Exercise description: In the entries below, count every line containing "Weaver". Reply with the number alone.

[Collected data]
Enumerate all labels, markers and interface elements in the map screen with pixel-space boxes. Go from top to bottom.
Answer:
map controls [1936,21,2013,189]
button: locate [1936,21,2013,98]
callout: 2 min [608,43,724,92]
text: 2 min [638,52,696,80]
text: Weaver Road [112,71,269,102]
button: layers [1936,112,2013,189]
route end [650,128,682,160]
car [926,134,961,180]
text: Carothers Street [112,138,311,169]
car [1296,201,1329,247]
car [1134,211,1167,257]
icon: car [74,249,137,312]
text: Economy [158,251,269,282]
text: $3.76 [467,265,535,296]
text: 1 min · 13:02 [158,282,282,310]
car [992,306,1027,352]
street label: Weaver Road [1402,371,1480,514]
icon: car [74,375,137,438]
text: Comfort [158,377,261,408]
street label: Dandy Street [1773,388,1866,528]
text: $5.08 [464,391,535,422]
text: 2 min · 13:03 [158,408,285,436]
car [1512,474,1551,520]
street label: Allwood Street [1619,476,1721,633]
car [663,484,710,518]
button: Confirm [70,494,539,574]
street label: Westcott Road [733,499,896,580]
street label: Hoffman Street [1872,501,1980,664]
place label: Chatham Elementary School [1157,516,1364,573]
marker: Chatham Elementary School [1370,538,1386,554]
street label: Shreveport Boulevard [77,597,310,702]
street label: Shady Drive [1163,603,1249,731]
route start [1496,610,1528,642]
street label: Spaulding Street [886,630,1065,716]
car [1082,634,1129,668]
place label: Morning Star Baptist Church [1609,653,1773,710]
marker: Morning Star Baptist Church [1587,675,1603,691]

Finished task: 2